Some of the different facets of this precious moment were captured in:
- Matthew 26: 26-28 – Now as they were eating, Jesus took bread, and after blessing it broke it and gave it to the disciples, and said, “Take, eat; this is my body.” And he took a cup, and when he had given thanks he gave it to them, saying, “Drink of it, all of you, for this is my blood of the covenant, which is poured out for many for the forgiveness of sins. (Almost similar account in Mark 14:22-24)
- Luke 22:19-20 – And he took bread, and when he had given thanks, he broke it and gave it to them, saying, “This is my body, which is given for you. Do this in remembrance of me.” And likewise the cup after they had eaten, saying, “This cup that is poured out for you is the new covenant in my blood.
- 1 Corinthians 11:23-25 – For I received from the Lord what I also delivered to you, that the Lord Jesus on the night when he was betrayed took bread, and when he had given thanks, he broke it, and said, “This is my body, which is for you. Do this in remembrance of me.” In the same way also he took the cup, after supper, saying, “This cup is the new covenant in my blood. Do this, as often as you drink it, in remembrance of me.”
It was clearly an instruction or command that requires us to act upon. It is a memorial of his sufferings, crucifixion and death on the cross. The unblemished lamb offered as the perfect sacrifice for our deliverance, the atonement of our sins. As described by Matthew Henry, “Our sins were the thorns in Christ’s head, the nails in his hands and feet, the spear in his side. He was delivered to death for our offences.” The Holy Communion, the symbolic practice of which christians will partake the bread and cup as Christ had commanded, to eat `his body’ and drink `his blood’ as a solemn declaration and expression of our belief that we dwell in Christ and Christ in us, we are one with him in suffering, in faith and in truth.

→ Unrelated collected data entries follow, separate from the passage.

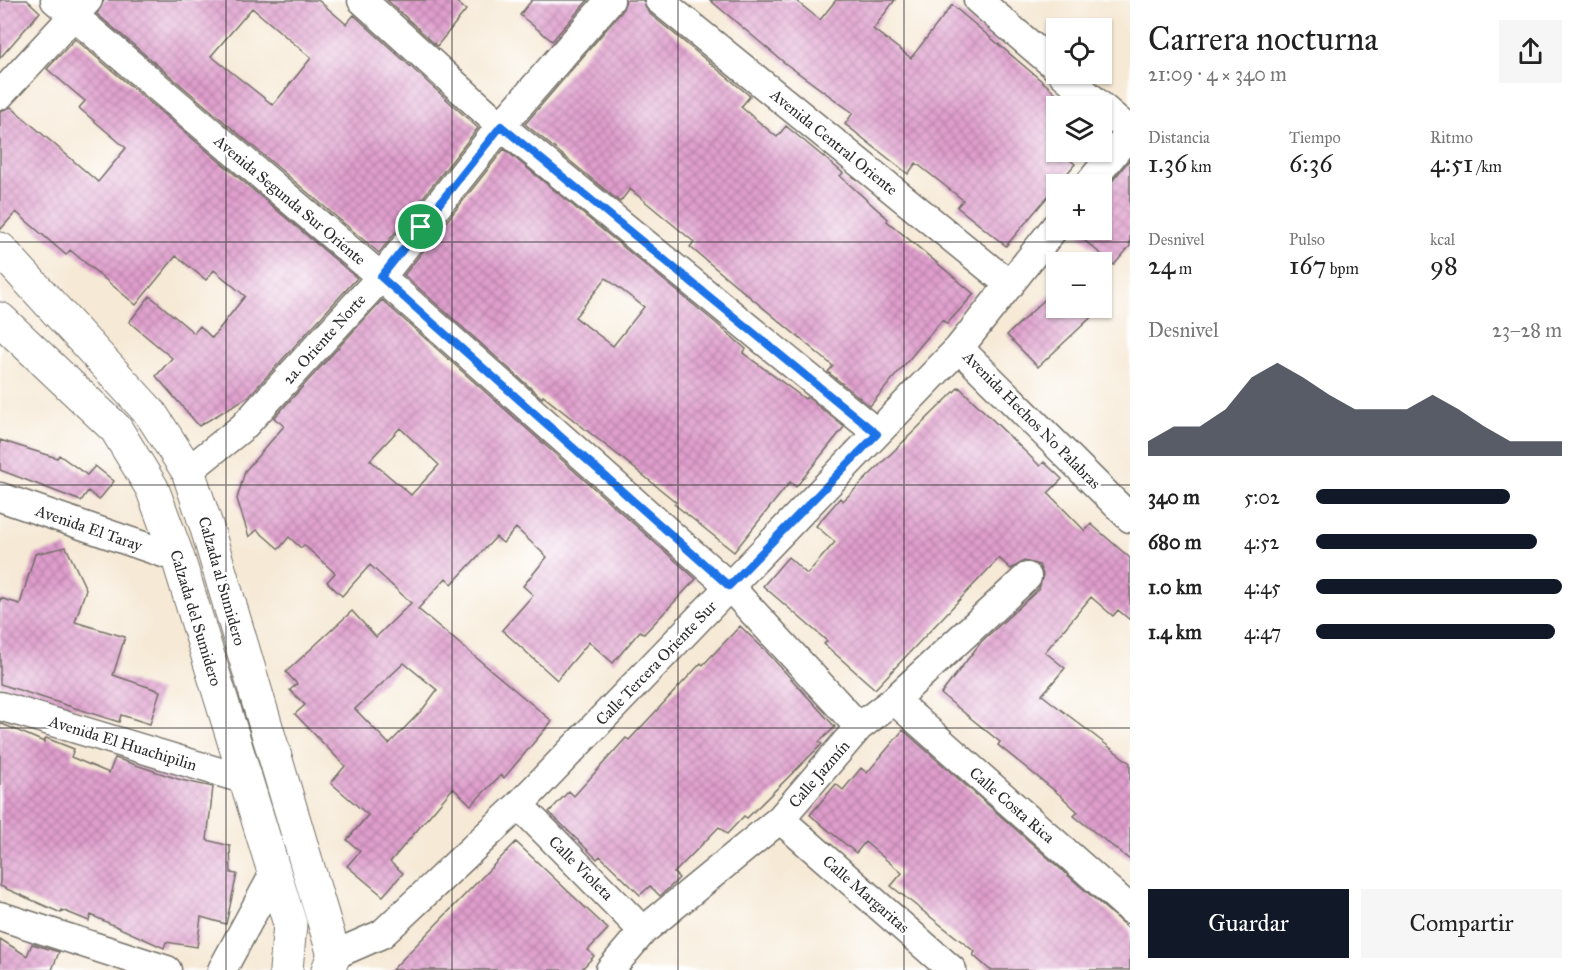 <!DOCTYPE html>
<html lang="es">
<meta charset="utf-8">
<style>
body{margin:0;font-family:"IM FELL Great Primer",serif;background:#f6f6f6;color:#222;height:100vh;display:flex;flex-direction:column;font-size:22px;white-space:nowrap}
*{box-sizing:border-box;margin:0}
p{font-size:20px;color:#767676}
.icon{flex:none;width:33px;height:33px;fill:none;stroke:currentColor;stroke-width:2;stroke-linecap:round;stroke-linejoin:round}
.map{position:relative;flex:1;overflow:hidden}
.panel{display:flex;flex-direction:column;background:#fff;width:450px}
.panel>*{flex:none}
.tools{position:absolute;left:1046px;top:18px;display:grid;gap:12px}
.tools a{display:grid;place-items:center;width:66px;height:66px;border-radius:0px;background:#fff;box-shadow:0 2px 4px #0004;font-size:30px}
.pin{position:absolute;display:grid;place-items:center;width:51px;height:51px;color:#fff;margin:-26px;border:3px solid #fff;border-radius:50%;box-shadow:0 2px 6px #0007}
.round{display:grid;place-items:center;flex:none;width:63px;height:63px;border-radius:0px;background:#f6f6f6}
.head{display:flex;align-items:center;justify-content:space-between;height:102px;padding:0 18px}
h1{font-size:33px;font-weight:600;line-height:45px}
.metrics{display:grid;grid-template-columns:repeat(3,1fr);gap:9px;height:102px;padding:6px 18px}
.metrics div{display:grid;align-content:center}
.metrics b{font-size:26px;font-weight:600}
.metrics small{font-size:16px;font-weight:400}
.metrics p{font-size:16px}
.chart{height:168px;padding:12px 18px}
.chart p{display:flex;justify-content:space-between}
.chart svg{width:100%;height:108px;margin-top:6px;fill:#111827;opacity:.7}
.cta{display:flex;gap:12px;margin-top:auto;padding:12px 18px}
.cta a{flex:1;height:69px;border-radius:0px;background:#111827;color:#fff;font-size:24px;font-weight:600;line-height:69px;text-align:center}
.cta a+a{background:#f6f6f6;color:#222}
ul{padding:0 18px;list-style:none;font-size:20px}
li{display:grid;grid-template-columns:96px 72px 1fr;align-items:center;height:45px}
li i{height:15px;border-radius:8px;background:#111827}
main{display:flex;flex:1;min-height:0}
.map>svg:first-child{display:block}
.building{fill:url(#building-cross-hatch);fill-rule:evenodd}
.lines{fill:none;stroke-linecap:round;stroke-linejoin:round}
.minor-casing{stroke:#726e66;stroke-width:31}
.major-casing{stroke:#726e66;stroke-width:35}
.minor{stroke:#fff;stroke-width:28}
.major{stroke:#fff;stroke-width:33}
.route-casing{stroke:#fff;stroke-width:12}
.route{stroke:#1a73e8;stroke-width:8}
.grid{fill:none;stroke:#2b2b2b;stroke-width:1.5;stroke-opacity:0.55}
.labels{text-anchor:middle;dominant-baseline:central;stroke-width:5;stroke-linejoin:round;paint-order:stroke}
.street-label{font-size:16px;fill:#2b2b2b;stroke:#fff}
</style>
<main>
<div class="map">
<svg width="1130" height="970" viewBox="0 0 1130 970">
<defs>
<pattern id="building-cross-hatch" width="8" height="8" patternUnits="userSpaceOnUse" patternTransform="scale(1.5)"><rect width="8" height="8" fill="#e09ecd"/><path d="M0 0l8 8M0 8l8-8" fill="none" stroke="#b681a7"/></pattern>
</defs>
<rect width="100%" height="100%" fill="#fff"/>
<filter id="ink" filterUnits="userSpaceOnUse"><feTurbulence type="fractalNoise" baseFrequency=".0167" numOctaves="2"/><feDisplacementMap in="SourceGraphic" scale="12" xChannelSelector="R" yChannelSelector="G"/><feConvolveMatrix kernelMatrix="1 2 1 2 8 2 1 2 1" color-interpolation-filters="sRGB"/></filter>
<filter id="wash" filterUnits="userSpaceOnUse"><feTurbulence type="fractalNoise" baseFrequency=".008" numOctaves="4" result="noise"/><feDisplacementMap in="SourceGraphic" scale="24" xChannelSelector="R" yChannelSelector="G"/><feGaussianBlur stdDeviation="1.35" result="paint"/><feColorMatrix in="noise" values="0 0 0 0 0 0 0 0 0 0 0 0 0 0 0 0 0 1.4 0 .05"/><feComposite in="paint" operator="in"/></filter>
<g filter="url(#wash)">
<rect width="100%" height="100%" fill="#f6e9d5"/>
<g id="blocks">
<path class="building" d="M 0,0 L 27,0 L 40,12 L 0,58 Z
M 104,0 L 318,0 L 346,24 L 354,15 L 478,128 L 379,253 L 97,14 ZM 252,8 L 311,58 L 273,105 L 211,56 Z
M 387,0 L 454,0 L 466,10 L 437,46 Z
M 532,0 L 588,0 L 552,41 L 520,15 Z
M 626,0 L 643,0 L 649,13 L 750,96 L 741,107 L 777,137 L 786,126 L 843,173 L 840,176 L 888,219 L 887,221 L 974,294 L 947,324 L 942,320 L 870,406 L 828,372 L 833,366 L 690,247 L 694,242 L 630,189 L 620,202 L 525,124 L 622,11 Z
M 710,0 L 795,0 L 820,20 L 836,0 L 895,0 L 873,29 L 911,58 L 952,5 L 1056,93 L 1056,152 L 1060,152 L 1075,164 L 1006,246 L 957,207 L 963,200 L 916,163 L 908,174 L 845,124 L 853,113 L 786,64 Z
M 75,39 L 357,278 L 248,397 L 199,426 L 156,376 L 172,358 L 129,322 L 150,296 L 194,333 L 200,326 L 212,338 L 245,296 L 214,270 L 206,280 L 176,256 L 136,305 L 70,250 L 66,255 L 16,212 L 0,230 L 0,111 L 11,107 L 98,182 L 126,148 L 79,108 L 85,101 L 47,69 Z
M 504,149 L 716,323 L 746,349 L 743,353 L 805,399 L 807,397 L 844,427 L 796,487 L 790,482 L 734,552 L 674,504 L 676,502 L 618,455 L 543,396 L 542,398 L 404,275 ZM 606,278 L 644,307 L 613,346 L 575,317 Z
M 1130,159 L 1130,246 L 1114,265 L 1072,230 L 1101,230 L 1101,195 Z
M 1056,289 L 1056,308 L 1101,308 L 1038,367 L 1007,335 Z
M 382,300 L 696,579 L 644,634 L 640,631 L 613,663 L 589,642 L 557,680 L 502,630 L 533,595 L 523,586 L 547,557 L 516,528 L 503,543 L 496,537 L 452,584 L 446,578 L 418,609 L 552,721 L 504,778 L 501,775 L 471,805 L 453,788 L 390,862 L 403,873 L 383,896 L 347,866 L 360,851 L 347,840 L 368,815 L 331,783 L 345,766 L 295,714 L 305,705 L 290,690 L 297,684 L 286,672 L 352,611 L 376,637 L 411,603 L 370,565 L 342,596 L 327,582 L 335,573 L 304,545 L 301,548 L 289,537 L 279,549 L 257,530 L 249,537 L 237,499 L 245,471 L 284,426 L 274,418 ZM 400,428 L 439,465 L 411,495 L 370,460 ZM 404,663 L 437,690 L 423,709 L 389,744 L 355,709 Z
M 959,387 L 1040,466 L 1044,462 L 1062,479 L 1048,493 L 1085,531 L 1091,524 L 1130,558 L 1130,620 L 1118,610 L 1113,616 L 1091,597 L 1045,652 L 1065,668 L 1042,695 L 1130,763 L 1130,860 L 1074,816 L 1078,812 L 1060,795 L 998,745 L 1000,742 L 941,694 L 981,642 L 1039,589 L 1043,574 L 1039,565 L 1024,561 L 1011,569 L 999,558 L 875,689 L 824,644 L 827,641 L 763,586 L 788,557 L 807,574 L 835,542 L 816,526 L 840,498 L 843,501 Z
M 0,440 L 57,458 L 59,455 L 87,475 L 95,466 L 114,481 L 99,500 L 88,491 L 81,501 L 0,470 Z
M 66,547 L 86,589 L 75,622 L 125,637 L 113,675 L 160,691 L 150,724 L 121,715 L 119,722 L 0,684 L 0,598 L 20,604 L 35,554 Z
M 740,626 L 765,650 L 835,727 L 819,742 L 822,744 L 747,818 L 744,816 L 727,834 L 719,827 L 674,873 L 679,878 L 669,888 L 660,896 L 650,886 L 640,895 L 600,856 L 597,859 L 549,812 L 569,791 L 574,796 L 626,738 L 629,740 L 701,663 L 703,665 Z
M 0,723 L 44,742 L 46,738 L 74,749 L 71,757 L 109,773 L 115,758 L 181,780 L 213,787 L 207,840 L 230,846 L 231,873 L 237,874 L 226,924 L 201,917 L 197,947 L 166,942 L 164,948 L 91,915 L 89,921 L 62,910 L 61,913 L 0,886 Z
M 903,730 L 1130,930 L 1130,970 L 990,970 L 973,955 L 975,952 L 891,886 L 902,873 L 865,842 L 856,853 L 810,815 L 836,784 L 843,790 L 861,768 L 867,773 Z
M 516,842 L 608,929 L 588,950 L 594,956 L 581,970 L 392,970 Z
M 0,939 L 27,956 L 32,944 L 59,952 L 52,970 L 0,970 Z"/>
</g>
</g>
<g filter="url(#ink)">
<use href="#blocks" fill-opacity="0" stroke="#726e66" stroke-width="1.5"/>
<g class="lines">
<defs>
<path id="minor" d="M 55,0 L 381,277 L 729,586 L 859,727
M 362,0 L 501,126 L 877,433
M 659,0 L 1010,285
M 978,0 L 1056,67
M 1063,74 L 1130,131
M 0,95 L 88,0
M 1089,184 L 1130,133
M 959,348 L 1130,518
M 188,471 L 243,427 L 381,277 L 501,126 L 610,0
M 0,497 L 178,558
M 894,700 L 1130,909
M 0,706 L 246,780
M 519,805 L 643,931
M 780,819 L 952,970
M 0,916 L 167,970
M 334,955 L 382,934 L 519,805 L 959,348 L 1056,226
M 222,970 L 275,872
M 610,970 L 643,931 L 780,819 L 859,727 L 894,700 L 1027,577"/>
<path id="major" d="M 0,249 L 151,414 L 188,471 L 206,525 L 334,955 L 328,970
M 0,319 L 116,429 L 152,488 L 178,558 L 290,924 L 286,970"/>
</defs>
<use href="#minor" class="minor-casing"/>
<use href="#major" class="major-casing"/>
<use href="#minor" class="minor"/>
<use href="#major" class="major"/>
</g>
</g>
<g class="lines" filter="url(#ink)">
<defs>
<path id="route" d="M 501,126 L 877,434 L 729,586 L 381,277 Z"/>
</defs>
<use href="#route" class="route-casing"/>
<use href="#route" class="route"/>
</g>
<path class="grid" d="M 226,0 L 226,970M 452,0 L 452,970M 678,0 L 678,970M 904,0 L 904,970M 0,242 L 1130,242M 0,485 L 1130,485M 0,728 L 1130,728"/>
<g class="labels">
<g class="street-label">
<text transform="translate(834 142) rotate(39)">Avenida Central Oriente</text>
<text transform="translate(290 200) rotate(40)">Avenida Segunda Sur Oriente</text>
<text transform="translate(324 339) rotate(-48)">2a. Oriente Norte</text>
<text transform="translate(1032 420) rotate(45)">Avenida Hechos No Palabras</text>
<text transform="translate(89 528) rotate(19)">Avenida El Taray</text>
<text transform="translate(222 581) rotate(74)">Calzada al Sumidero</text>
<text transform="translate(196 618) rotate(73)">Calzada del Sumidero</text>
<text transform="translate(656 663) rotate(-46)">Calle Tercera Oriente Sur</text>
<text transform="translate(123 743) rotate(17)">Avenida El Huachipilin</text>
<text transform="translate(819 774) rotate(-49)">Calle Jazmín</text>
<text transform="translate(1012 805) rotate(41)">Calle Costa Rica</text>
<text transform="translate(581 868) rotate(45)">Calle Violeta</text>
<text transform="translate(866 894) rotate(41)">Calle Margaritas</text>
</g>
</g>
</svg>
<div class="tools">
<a><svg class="icon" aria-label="locate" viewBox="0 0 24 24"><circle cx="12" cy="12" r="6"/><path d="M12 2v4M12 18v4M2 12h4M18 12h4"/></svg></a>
<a><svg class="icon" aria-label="layers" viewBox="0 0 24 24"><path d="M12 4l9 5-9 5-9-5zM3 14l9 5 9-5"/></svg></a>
<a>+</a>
<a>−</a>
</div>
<div class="pin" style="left:421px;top:227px;background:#1e9e55"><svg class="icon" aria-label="arrive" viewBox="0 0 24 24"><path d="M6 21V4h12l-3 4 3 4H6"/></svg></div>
</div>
<section class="panel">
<div class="head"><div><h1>Carrera nocturna</h1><p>21:09 · 4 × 340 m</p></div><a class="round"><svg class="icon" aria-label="share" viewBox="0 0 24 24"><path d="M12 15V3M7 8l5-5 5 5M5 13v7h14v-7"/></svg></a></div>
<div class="metrics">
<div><p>Distancia</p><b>1.36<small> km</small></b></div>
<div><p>Tiempo</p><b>6:36</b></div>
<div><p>Ritmo</p><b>4:51<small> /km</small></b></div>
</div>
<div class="metrics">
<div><p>Desnivel</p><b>24<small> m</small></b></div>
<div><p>Pulso</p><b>167<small> bpm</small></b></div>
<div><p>kcal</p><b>98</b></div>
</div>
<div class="chart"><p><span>Desnivel</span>23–28 m</p>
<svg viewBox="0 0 160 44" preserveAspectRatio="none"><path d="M0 44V38L10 32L20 32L30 25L40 12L50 6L60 12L70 19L80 25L90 25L100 25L110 19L120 25L130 32L140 38L150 38L160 38V44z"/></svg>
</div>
<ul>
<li><b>340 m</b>5:02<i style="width:79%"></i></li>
<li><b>680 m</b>4:52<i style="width:90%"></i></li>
<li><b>1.0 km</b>4:45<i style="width:100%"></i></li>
<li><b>1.4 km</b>4:47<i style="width:97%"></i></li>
</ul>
<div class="cta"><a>Guardar</a><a>Compartir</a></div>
</section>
</main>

It is disturbing to learn that some had used the Holy Communion as a means for physical healing, health or wealth. I wonder where in this straightforward command was there any inclination or link towards physical healing, health or wealth? If we have to use the term `healing’, it would refer to our deliverance and restoration from spiritual death or decay. Matthew Henry had aptly explained: “Sin is not only a crime for which we were condemned to die, and which Christ purchased for us the pardon of, but it is a disease which tends directly to the death of our souls, and which Christ provided for the cure of. By his stripes, that is, the sufferings he underwent, he purchased for us the Spirit and grace of God, to mortify our corruptions, which are the distempers of our souls; and to put our souls in a good state of health, that they may be fit to serve God, and prepare to enjoy him.”
`In Remembrance of Me’ means to remember what Christ has done for us each time we partake of the Holy Communion. Period. Our personal reflection or response to this should be on our spiritual condition, such as how we have been following, obeying and doing his will in our lives.
I pray O Lord that our lives will bring glory to Your Name and thank You for giving us this freedom from sin and death so that we are able by Your mercy and grace to live in joyful obedience to Your will. Amen.